Economists at the investment banking giant expect global GDP to shrink by 8.6 percent year-on-year but rebound to 3.1 percent by Q1/2021.
Aspects of a full recovery could increase investors’ risk appetite, thereby benefiting Bitcoin alongside the global stock market. Bitcoin’s likelihood of testing and maintaining a price floor above $10,000 looks promising as Morgan Stanley makes an encouraging global market forecast.
Economists at the investment banking giant said that they expect the global economy to print a V-shaped recovery by Q4/2020. Led by Chetan Ahya, the financial veterans cited a recent upside in growth data and policy action undertaken by global central banks as significant reasons behind the recovery. More than 90 percent of economies could fall into recession this year. Source: World Bank, Bloomberg
They predicted a mild-recession heading further into the year, noting that the global GDP may shrink by 8.6 percent on a year-on-year basis. Nevertheless, with the economy in a new expansionary cycle and factory output improving post-lockdown, the GDP may start recovering in Q4/2020.
Morgan Stanley’s economists anticipate a rebound of 3.1 percent by the end of Q1/2021.
Bitcoin
A non-correlated asset otherwise, Bitcoin’s proximity with macroeconomic catalysts has grown in the wake of the pandemic.
The cryptocurrency suffered significant losses during the February-March trade session, falling by more than 60 percent. Its wild move downhill coincided with a global market rout, wherein stocks, commodities, ETFs, and bonds fell in tandem. Investors dumped these assets to seek safety in cash. U.S. Dollar Index chart from TradingView.com showing the greenback’s strength in March 2020. Source: TradingView.com
But the intervention of governments and central banks took some pressure off the market. The U.S. Federal Reserve sent its benchmark interest rates to near-zero and launched an open-ended bond-buying program. The U.S. Congress, at the same time, introduced a $3 trillion stimulus package.

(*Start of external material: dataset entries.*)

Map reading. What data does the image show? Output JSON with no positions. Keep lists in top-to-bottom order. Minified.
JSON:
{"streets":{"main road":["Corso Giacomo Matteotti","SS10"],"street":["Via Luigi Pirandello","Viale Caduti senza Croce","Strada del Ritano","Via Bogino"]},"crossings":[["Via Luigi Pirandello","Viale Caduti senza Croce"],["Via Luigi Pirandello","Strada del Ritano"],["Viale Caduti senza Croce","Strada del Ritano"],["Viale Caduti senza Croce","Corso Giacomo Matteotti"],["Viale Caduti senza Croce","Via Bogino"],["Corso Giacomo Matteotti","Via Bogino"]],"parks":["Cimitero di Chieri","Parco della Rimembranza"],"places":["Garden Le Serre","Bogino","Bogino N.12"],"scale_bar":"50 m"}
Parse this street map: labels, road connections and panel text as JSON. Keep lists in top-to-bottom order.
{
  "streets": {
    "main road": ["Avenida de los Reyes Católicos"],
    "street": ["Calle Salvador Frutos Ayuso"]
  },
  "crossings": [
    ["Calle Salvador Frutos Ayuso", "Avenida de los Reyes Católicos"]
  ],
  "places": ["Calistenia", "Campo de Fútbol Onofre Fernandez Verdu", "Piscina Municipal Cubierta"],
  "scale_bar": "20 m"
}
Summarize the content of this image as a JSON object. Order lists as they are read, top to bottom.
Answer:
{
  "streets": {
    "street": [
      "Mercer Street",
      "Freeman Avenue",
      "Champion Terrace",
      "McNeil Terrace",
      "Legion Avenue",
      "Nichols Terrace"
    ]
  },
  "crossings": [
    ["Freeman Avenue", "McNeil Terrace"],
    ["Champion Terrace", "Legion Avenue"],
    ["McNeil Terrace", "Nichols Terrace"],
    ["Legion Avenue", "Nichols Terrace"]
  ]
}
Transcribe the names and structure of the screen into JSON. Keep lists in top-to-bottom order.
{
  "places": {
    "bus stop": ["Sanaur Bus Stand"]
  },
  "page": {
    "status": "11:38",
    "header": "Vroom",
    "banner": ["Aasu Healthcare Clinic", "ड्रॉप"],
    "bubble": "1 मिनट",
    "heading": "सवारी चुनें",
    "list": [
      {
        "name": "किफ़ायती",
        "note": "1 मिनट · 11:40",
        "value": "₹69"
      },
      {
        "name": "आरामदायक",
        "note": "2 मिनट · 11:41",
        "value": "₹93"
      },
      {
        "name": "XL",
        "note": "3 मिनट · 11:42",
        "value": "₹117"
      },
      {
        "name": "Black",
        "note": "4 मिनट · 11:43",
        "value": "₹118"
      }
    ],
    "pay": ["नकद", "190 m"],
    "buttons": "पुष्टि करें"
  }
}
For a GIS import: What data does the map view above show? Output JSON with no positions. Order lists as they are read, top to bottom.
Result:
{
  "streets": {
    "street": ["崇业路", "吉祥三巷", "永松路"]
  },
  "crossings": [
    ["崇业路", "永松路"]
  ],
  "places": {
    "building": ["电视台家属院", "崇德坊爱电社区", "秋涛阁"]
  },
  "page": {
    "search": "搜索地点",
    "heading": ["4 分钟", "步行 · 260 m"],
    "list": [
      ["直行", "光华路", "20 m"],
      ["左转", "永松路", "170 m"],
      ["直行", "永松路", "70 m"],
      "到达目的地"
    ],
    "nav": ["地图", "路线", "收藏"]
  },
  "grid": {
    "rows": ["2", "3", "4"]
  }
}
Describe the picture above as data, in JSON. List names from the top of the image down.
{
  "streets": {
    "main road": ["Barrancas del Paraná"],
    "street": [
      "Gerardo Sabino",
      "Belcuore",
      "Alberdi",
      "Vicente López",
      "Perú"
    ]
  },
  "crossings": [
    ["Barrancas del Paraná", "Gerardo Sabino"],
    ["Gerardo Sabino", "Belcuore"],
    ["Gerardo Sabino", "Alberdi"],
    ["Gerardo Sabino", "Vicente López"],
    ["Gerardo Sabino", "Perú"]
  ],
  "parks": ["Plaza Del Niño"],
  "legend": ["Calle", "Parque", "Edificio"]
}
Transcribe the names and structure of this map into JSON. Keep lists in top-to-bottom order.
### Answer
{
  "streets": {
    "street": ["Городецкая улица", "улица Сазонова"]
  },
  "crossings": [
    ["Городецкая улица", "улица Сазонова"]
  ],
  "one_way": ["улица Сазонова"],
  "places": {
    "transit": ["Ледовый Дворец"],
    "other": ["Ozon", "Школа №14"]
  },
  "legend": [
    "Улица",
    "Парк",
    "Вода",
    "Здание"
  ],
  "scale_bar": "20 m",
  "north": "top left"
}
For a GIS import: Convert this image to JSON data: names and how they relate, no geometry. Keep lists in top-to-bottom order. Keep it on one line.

Central banks took similar measures in the Eurozone, Japan, Australia, and China. The result was a significant recovery across the global stock market.
Bitcoin rebounded, likewise.
Further Recovery and $10,000
With Morgan Stanley predicting a recovery ahead of Q1/2021, it could allow institutional investors to regain their confidence in the risky markets. So far, they have rubbished the stock recovery as retail-driven, citing examples of bankrupted companies like Hertz, whose equities swang high by as much as 80 percent.
“What you’re getting right now is this great disconnect between fundamentals and finance,” Mohamed El-Erian, chief economic adviser at Allianz, told CNBC. “Take Hertz. A company in a bankruptcy procedure that saw its share price go up […] now they’re talking about issuing stocks, warning investors they may be worthless.”
Eminent investors, including Scott Minerd, the global chief investment officer for Guggenheim Partners LLC, and billionaire Jeffrey Gundlach of DoubleLine Capital LP, have also called stocks overvalued. Prominent asset manager Jeremy Grantham wrote that the stock market is rising on a one-side optimism.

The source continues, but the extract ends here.